With every picture left out, give the data below back exactly.

*PROVIDED ENTRIES*:

——

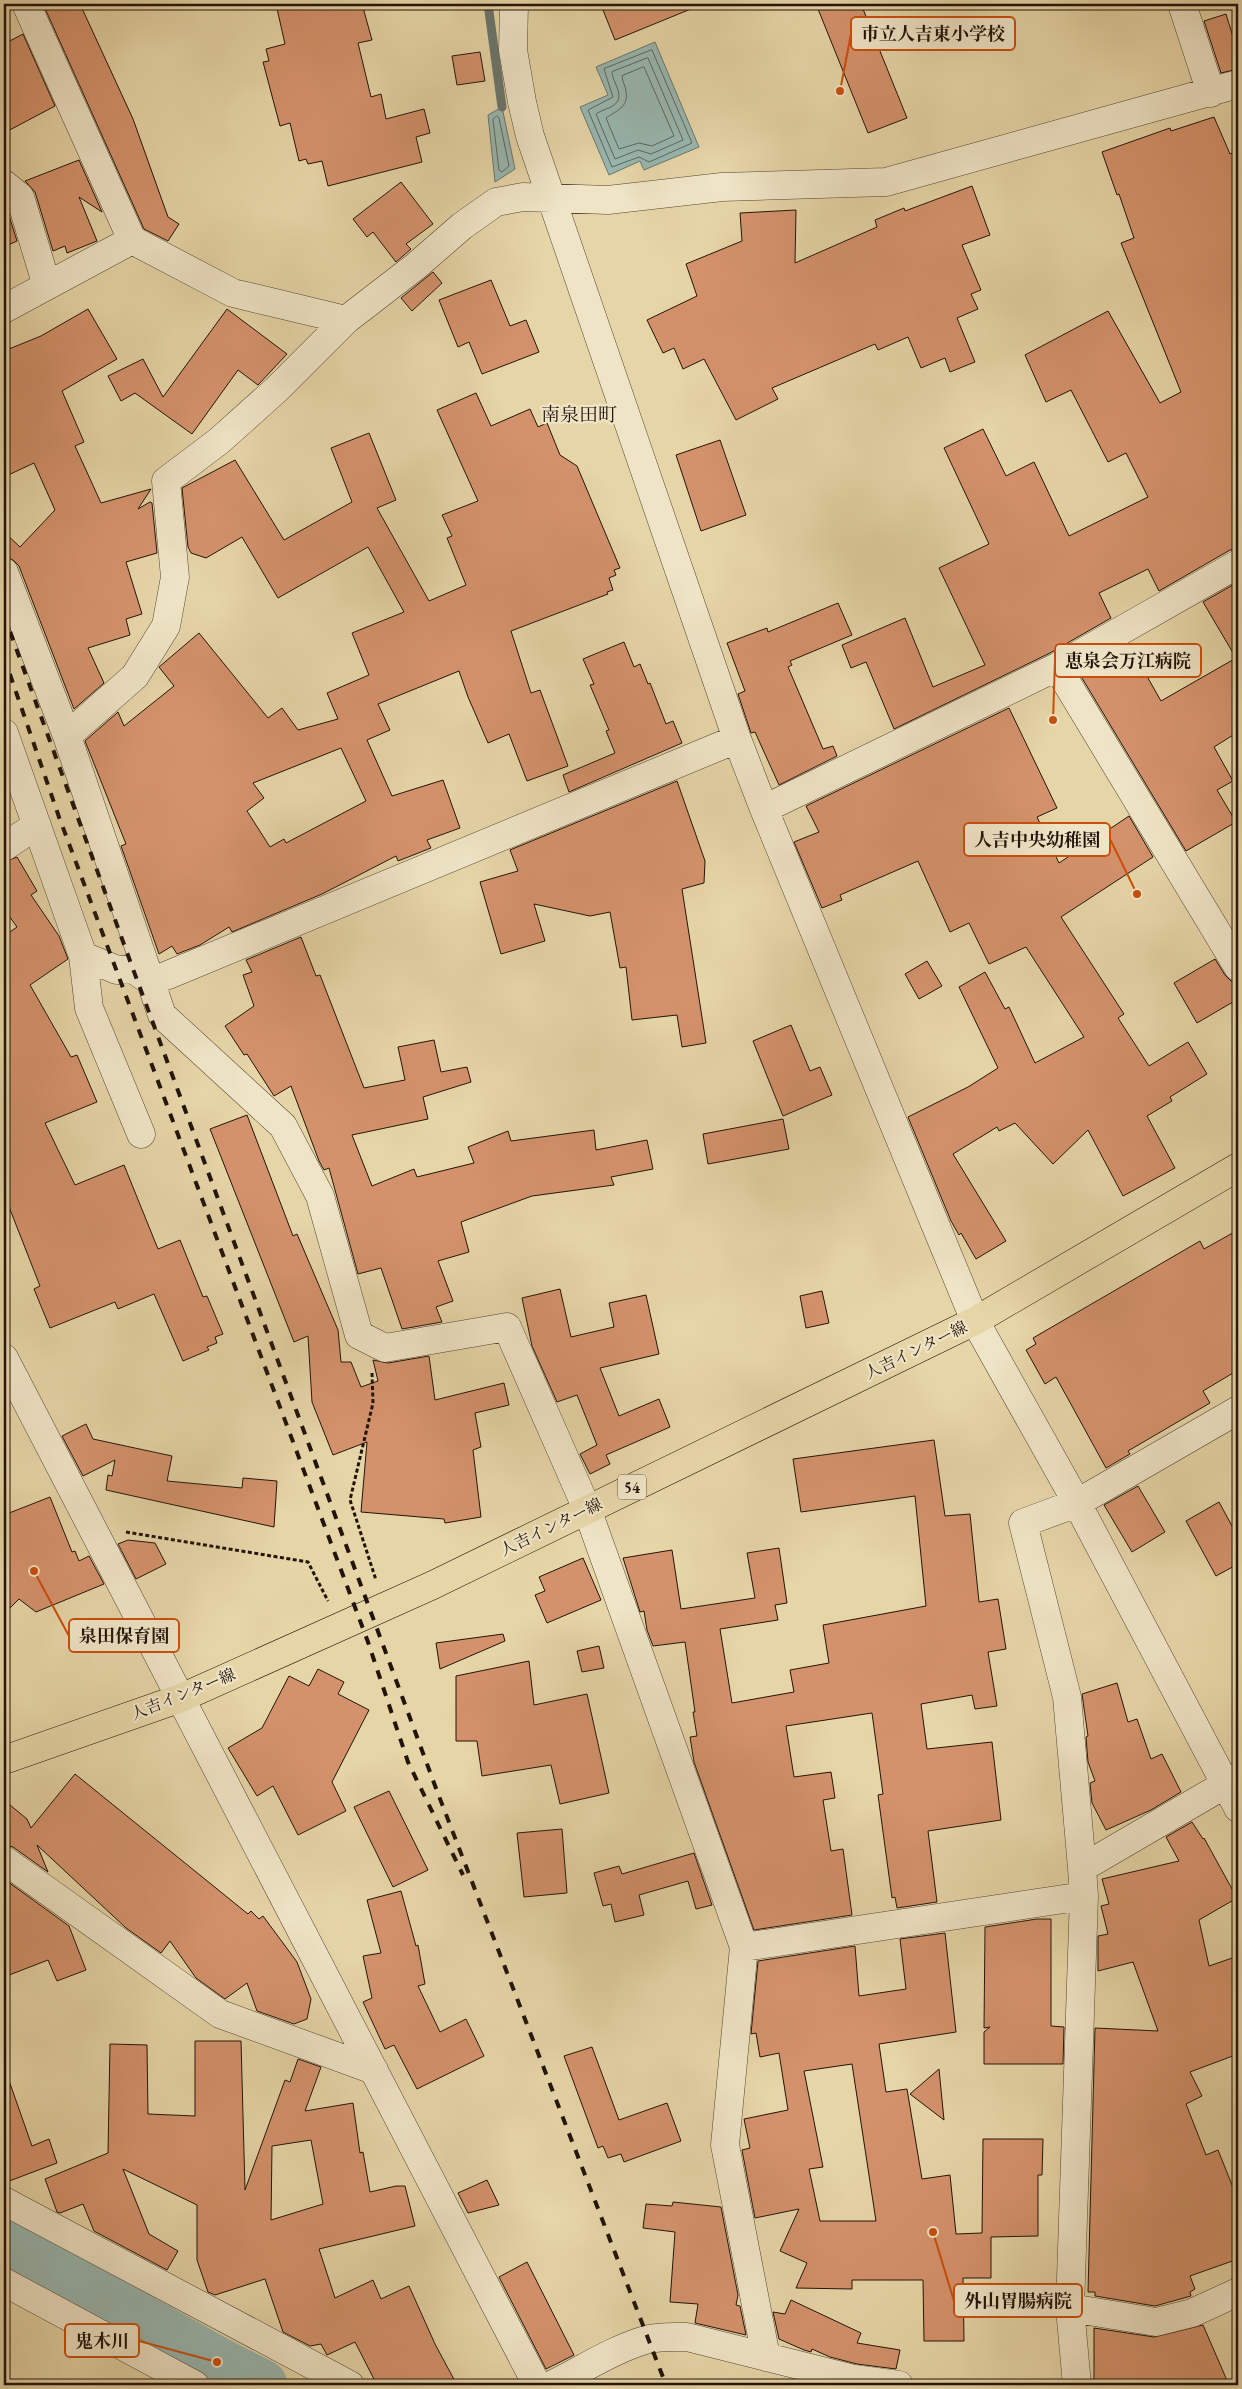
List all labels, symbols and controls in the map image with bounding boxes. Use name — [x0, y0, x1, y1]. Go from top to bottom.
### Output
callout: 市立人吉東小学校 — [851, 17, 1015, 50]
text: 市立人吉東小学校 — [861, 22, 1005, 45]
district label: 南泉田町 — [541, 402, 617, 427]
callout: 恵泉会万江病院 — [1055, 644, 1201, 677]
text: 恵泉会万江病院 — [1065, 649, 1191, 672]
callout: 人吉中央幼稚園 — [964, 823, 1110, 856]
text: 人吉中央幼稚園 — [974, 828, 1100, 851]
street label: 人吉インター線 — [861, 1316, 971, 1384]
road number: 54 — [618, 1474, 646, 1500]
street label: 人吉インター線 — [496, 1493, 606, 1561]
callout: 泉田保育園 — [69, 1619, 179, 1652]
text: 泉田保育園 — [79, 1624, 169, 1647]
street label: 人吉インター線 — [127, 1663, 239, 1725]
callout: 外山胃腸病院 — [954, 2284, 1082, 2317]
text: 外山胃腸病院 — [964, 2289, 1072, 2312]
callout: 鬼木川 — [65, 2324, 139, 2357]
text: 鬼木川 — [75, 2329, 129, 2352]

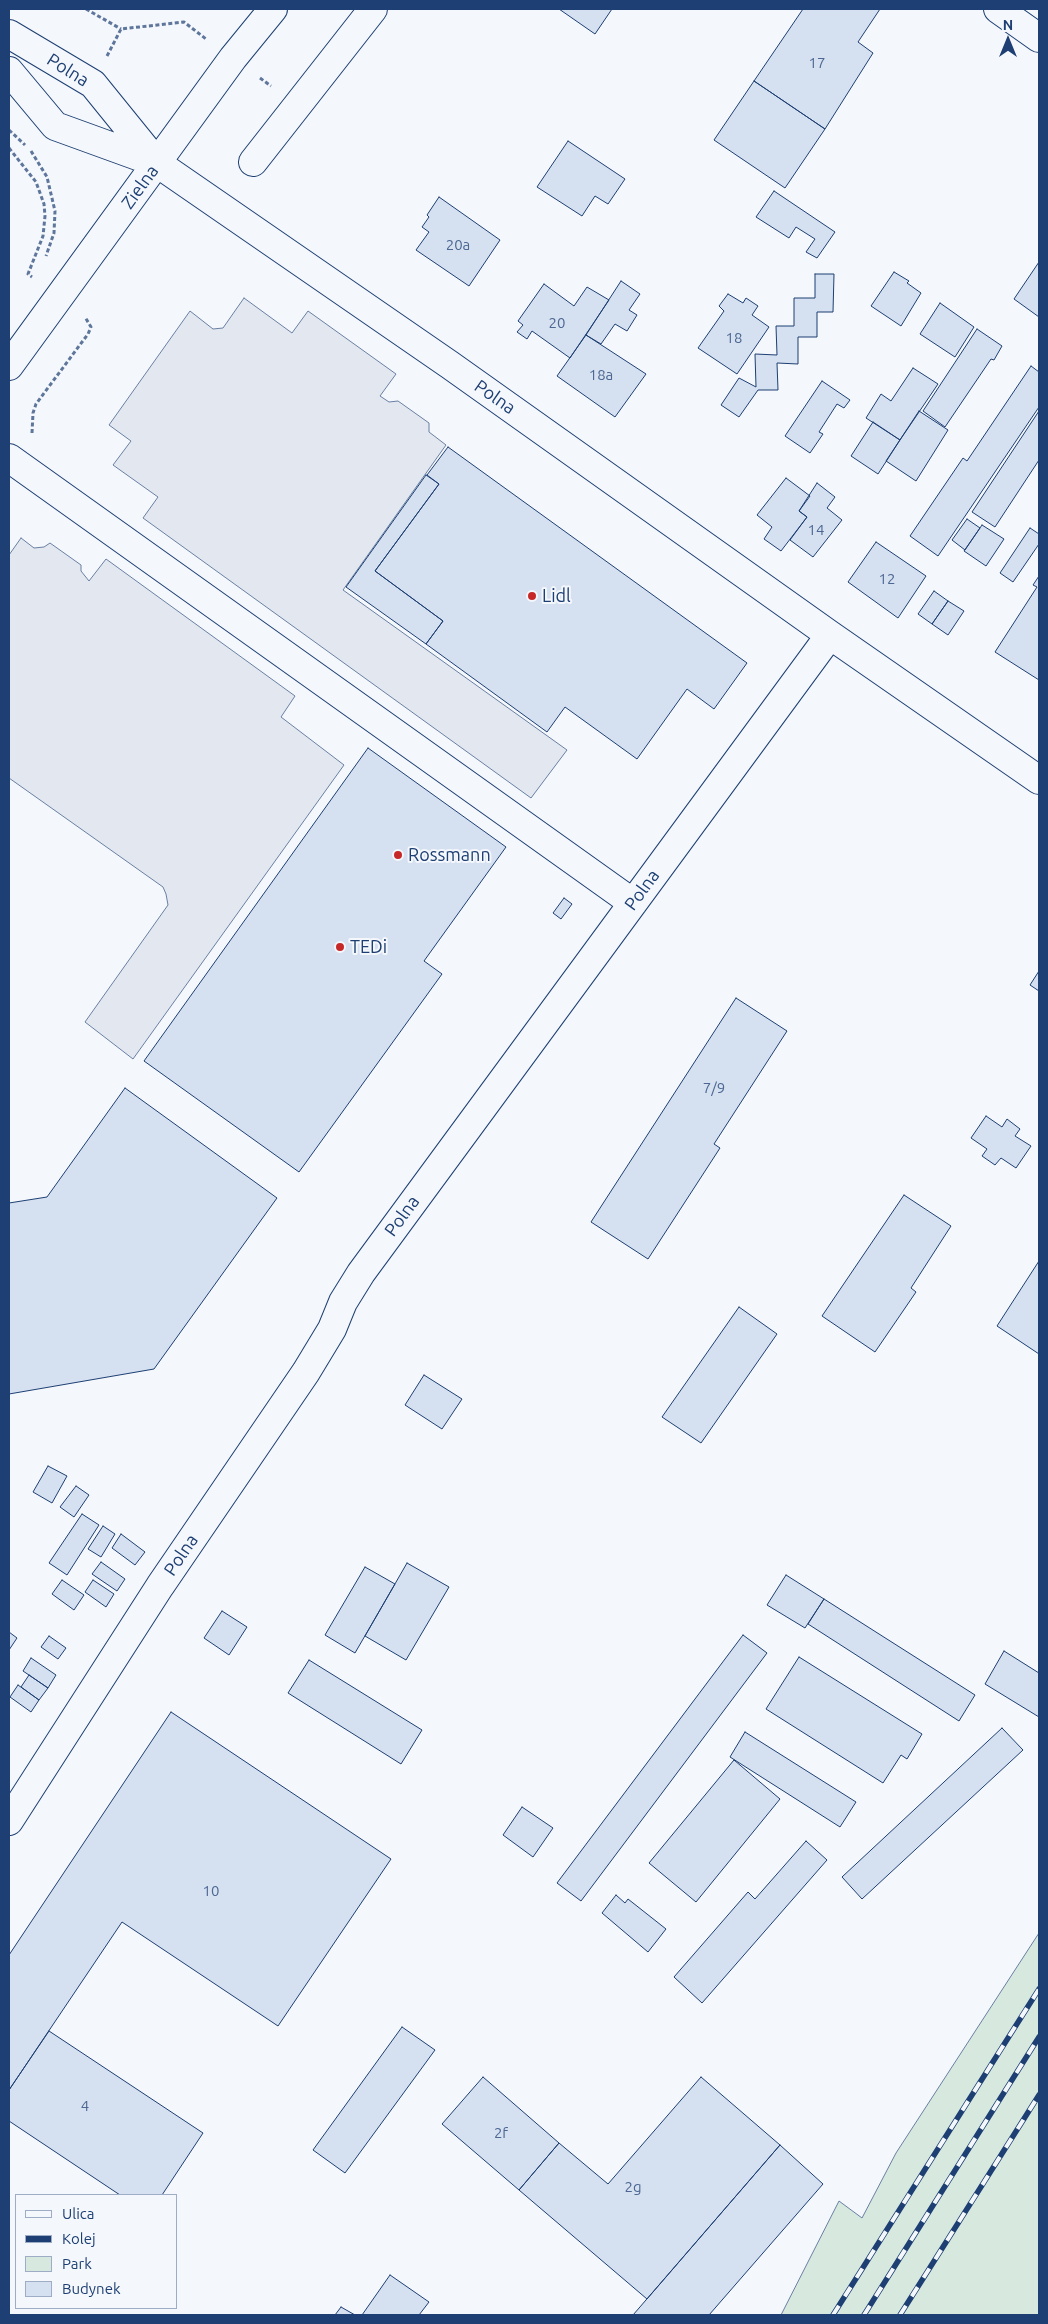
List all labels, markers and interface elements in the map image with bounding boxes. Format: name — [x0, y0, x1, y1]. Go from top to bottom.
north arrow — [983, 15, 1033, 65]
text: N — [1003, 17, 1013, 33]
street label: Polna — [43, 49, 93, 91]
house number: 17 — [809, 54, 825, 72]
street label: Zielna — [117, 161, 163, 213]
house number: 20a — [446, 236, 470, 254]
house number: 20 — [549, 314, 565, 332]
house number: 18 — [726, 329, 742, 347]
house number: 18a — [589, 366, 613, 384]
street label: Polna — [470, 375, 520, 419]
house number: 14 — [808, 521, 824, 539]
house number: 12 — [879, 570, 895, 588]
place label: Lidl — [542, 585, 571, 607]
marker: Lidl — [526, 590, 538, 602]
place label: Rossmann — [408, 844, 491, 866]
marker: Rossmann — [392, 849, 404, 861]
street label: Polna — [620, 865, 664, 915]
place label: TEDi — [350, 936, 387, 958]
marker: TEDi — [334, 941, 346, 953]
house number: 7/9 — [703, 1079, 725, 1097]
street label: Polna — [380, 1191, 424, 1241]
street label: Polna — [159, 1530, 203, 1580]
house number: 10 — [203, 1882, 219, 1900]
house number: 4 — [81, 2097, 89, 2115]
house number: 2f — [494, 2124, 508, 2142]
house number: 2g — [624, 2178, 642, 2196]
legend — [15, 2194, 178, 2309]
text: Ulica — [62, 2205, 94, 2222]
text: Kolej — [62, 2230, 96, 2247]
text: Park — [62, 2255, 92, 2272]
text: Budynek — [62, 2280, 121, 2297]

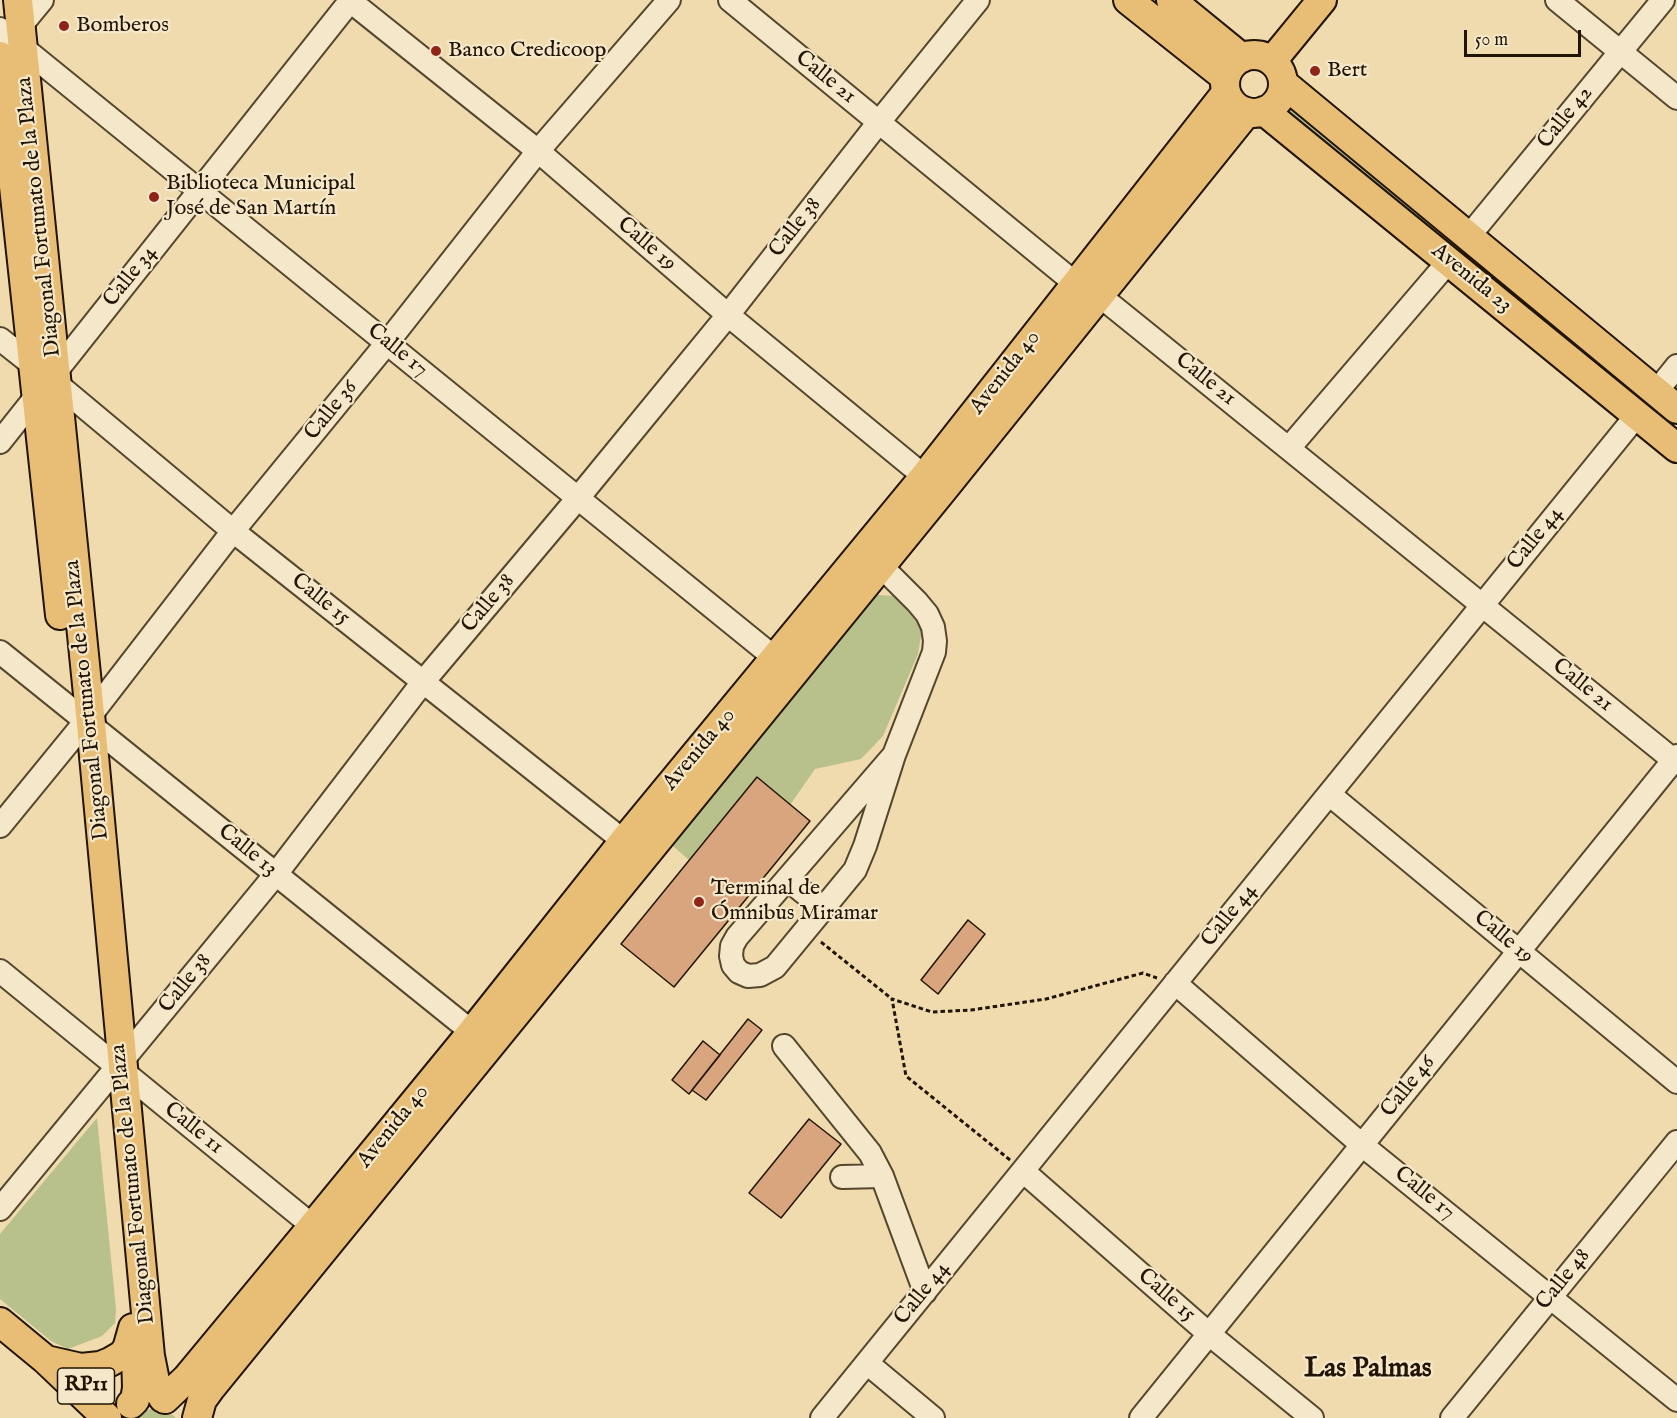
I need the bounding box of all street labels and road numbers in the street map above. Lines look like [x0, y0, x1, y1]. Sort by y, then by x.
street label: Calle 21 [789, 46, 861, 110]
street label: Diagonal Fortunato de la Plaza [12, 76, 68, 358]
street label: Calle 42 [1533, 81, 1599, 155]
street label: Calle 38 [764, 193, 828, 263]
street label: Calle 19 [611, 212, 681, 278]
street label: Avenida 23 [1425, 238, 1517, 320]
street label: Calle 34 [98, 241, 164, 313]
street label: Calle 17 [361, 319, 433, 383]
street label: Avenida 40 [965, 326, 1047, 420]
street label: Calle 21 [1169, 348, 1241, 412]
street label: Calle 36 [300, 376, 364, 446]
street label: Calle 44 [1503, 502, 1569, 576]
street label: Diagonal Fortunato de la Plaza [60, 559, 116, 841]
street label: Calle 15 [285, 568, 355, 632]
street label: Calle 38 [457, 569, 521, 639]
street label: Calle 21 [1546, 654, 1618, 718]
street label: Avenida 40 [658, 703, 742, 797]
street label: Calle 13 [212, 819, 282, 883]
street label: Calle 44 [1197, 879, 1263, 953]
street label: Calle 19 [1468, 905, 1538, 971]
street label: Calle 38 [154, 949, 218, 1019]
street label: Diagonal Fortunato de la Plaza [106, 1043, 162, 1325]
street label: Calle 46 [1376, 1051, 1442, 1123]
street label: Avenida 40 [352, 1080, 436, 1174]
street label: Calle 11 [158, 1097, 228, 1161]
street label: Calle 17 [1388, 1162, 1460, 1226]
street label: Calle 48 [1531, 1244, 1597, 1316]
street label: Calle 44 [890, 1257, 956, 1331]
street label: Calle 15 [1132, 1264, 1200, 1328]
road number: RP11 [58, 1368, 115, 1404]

——

*WRITTEN RESPONSE*:
List all labels, symbols and controls in the map image with bounding boxes. Use name — [x0, y0, x1, y1]. Go from top to bottom.
### Output
callout: 市立人吉東小学校 — [851, 17, 1015, 50]
text: 市立人吉東小学校 — [861, 22, 1005, 45]
district label: 南泉田町 — [541, 402, 617, 427]
callout: 恵泉会万江病院 — [1055, 644, 1201, 677]
text: 恵泉会万江病院 — [1065, 649, 1191, 672]
callout: 人吉中央幼稚園 — [964, 823, 1110, 856]
text: 人吉中央幼稚園 — [974, 828, 1100, 851]
street label: 人吉インター線 — [861, 1316, 971, 1384]
road number: 54 — [618, 1474, 646, 1500]
street label: 人吉インター線 — [496, 1493, 606, 1561]
callout: 泉田保育園 — [69, 1619, 179, 1652]
text: 泉田保育園 — [79, 1624, 169, 1647]
street label: 人吉インター線 — [127, 1663, 239, 1725]
callout: 外山胃腸病院 — [954, 2284, 1082, 2317]
text: 外山胃腸病院 — [964, 2289, 1072, 2312]
callout: 鬼木川 — [65, 2324, 139, 2357]
text: 鬼木川 — [75, 2329, 129, 2352]

List all labels, markers and interface elements in the map image with bounding boxes. Format: name — [x0, y0, x1, y1]. Go from top to bottom.
north arrow — [983, 15, 1033, 65]
text: N — [1003, 17, 1013, 33]
street label: Polna — [43, 49, 93, 91]
house number: 17 — [809, 54, 825, 72]
street label: Zielna — [117, 161, 163, 213]
house number: 20a — [446, 236, 470, 254]
house number: 20 — [549, 314, 565, 332]
house number: 18 — [726, 329, 742, 347]
house number: 18a — [589, 366, 613, 384]
street label: Polna — [470, 375, 520, 419]
house number: 14 — [808, 521, 824, 539]
house number: 12 — [879, 570, 895, 588]
place label: Lidl — [542, 585, 571, 607]
marker: Lidl — [526, 590, 538, 602]
place label: Rossmann — [408, 844, 491, 866]
marker: Rossmann — [392, 849, 404, 861]
street label: Polna — [620, 865, 664, 915]
place label: TEDi — [350, 936, 387, 958]
marker: TEDi — [334, 941, 346, 953]
house number: 7/9 — [703, 1079, 725, 1097]
street label: Polna — [380, 1191, 424, 1241]
street label: Polna — [159, 1530, 203, 1580]
house number: 10 — [203, 1882, 219, 1900]
house number: 4 — [81, 2097, 89, 2115]
house number: 2f — [494, 2124, 508, 2142]
house number: 2g — [624, 2178, 642, 2196]
legend — [15, 2194, 178, 2309]
text: Ulica — [62, 2205, 94, 2222]
text: Kolej — [62, 2230, 96, 2247]
text: Park — [62, 2255, 92, 2272]
text: Budynek — [62, 2280, 121, 2297]

I need the bounding box of all street labels and road numbers in the street map above. Lines look like [x0, y0, x1, y1]. Sort by y, then by x.
street label: Calle 21 [789, 46, 861, 110]
street label: Diagonal Fortunato de la Plaza [12, 76, 68, 358]
street label: Calle 42 [1533, 81, 1599, 155]
street label: Calle 38 [764, 193, 828, 263]
street label: Calle 19 [611, 212, 681, 278]
street label: Avenida 23 [1425, 238, 1517, 320]
street label: Calle 34 [98, 241, 164, 313]
street label: Calle 17 [361, 319, 433, 383]
street label: Avenida 40 [965, 326, 1047, 420]
street label: Calle 21 [1169, 348, 1241, 412]
street label: Calle 36 [300, 376, 364, 446]
street label: Calle 44 [1503, 502, 1569, 576]
street label: Diagonal Fortunato de la Plaza [60, 559, 116, 841]
street label: Calle 15 [285, 568, 355, 632]
street label: Calle 38 [457, 569, 521, 639]
street label: Calle 21 [1546, 654, 1618, 718]
street label: Avenida 40 [658, 703, 742, 797]
street label: Calle 13 [212, 819, 282, 883]
street label: Calle 44 [1197, 879, 1263, 953]
street label: Calle 19 [1468, 905, 1538, 971]
street label: Calle 38 [154, 949, 218, 1019]
street label: Diagonal Fortunato de la Plaza [106, 1043, 162, 1325]
street label: Calle 46 [1376, 1051, 1442, 1123]
street label: Avenida 40 [352, 1080, 436, 1174]
street label: Calle 11 [158, 1097, 228, 1161]
street label: Calle 17 [1388, 1162, 1460, 1226]
street label: Calle 48 [1531, 1244, 1597, 1316]
street label: Calle 44 [890, 1257, 956, 1331]
street label: Calle 15 [1132, 1264, 1200, 1328]
road number: RP11 [58, 1368, 115, 1404]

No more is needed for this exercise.